All lines holding the string "each" should be copied from the data below.

*EXTRACTED ENTRIES:*

════

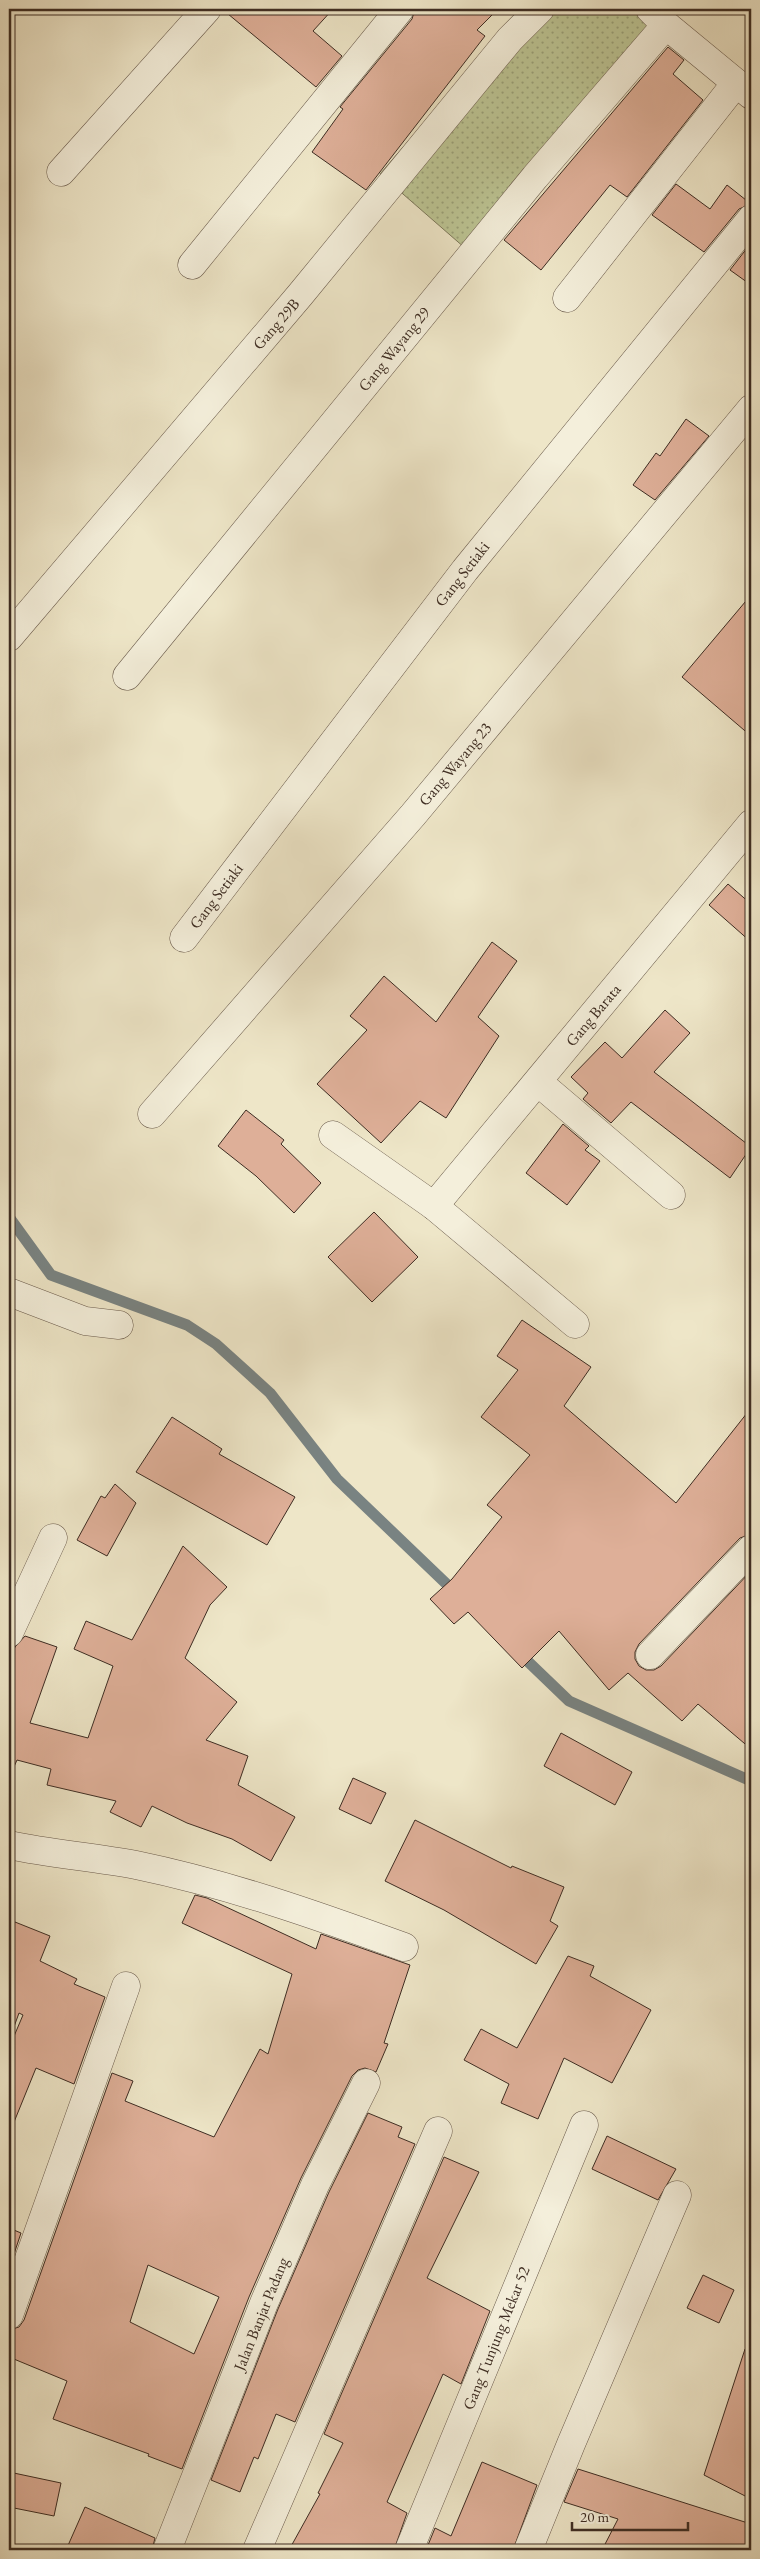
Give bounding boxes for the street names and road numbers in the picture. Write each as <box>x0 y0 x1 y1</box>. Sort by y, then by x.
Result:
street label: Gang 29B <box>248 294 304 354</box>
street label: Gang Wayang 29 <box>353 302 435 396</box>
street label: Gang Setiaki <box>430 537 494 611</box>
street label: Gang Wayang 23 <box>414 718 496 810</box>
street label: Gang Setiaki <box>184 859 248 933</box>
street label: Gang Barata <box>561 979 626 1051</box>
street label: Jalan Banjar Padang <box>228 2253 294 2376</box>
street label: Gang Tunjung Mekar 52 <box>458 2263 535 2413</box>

════

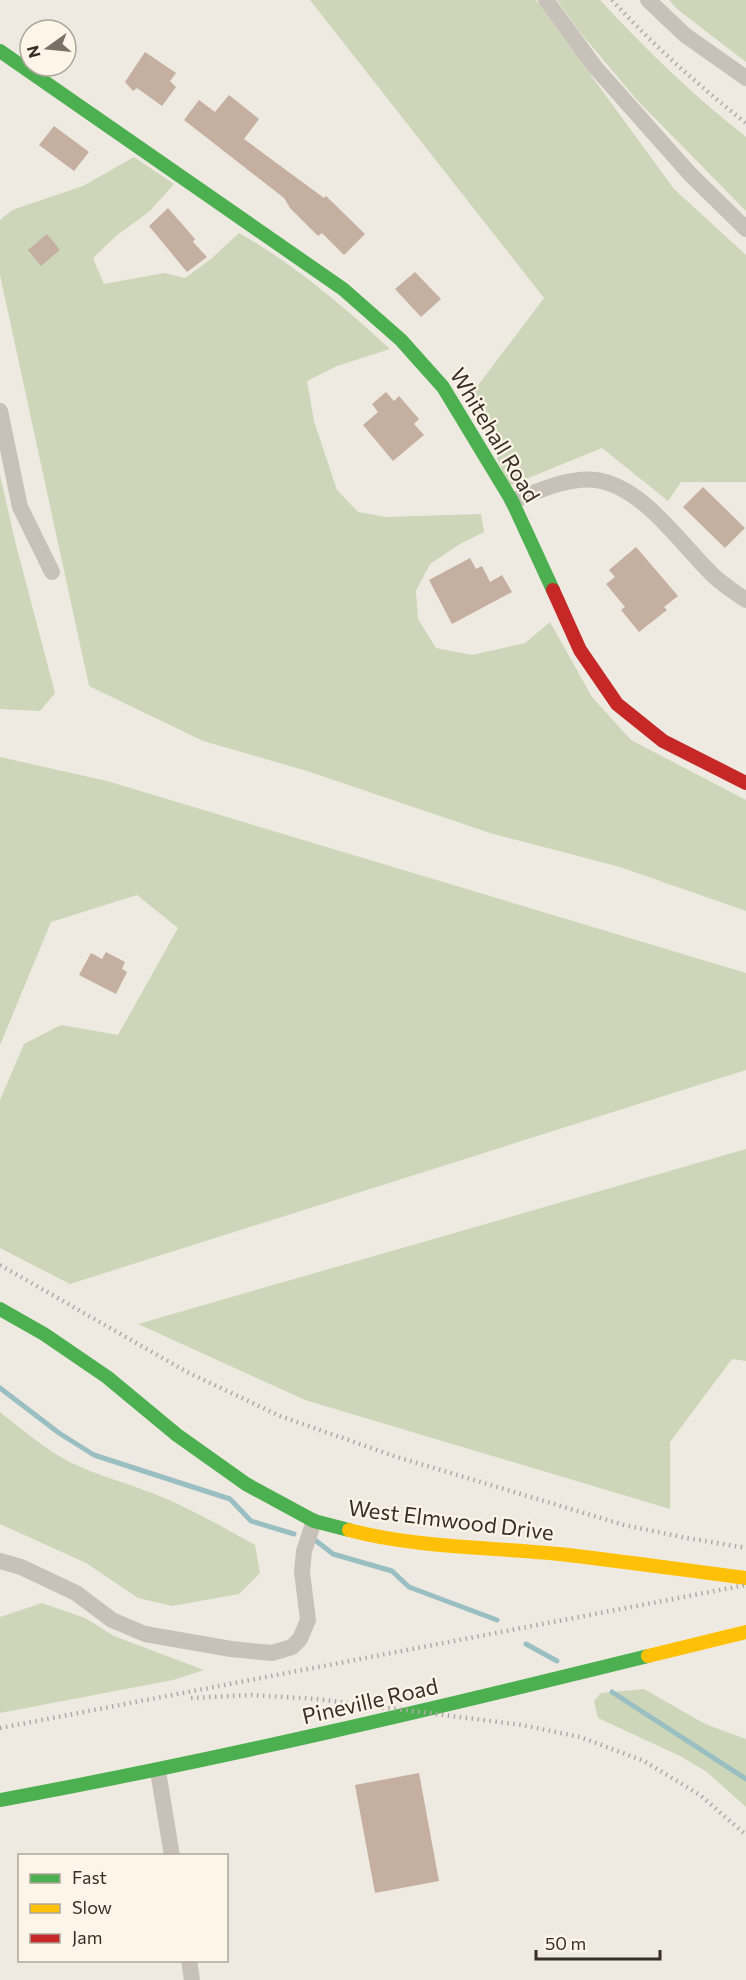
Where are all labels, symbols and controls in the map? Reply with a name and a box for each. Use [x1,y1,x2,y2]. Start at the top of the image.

════

*ANSWER TO THIS PROBLEM:*
Give bounding boxes for the street names and road numbers in the picture. Write each as <box>x0 y0 x1 y1</box>. Sort by y, then by x.
Where are all labels, symbols and controls in the map? Reply with a name and a box for each. Use [x1,y1,x2,y2]. Start at the top of the image.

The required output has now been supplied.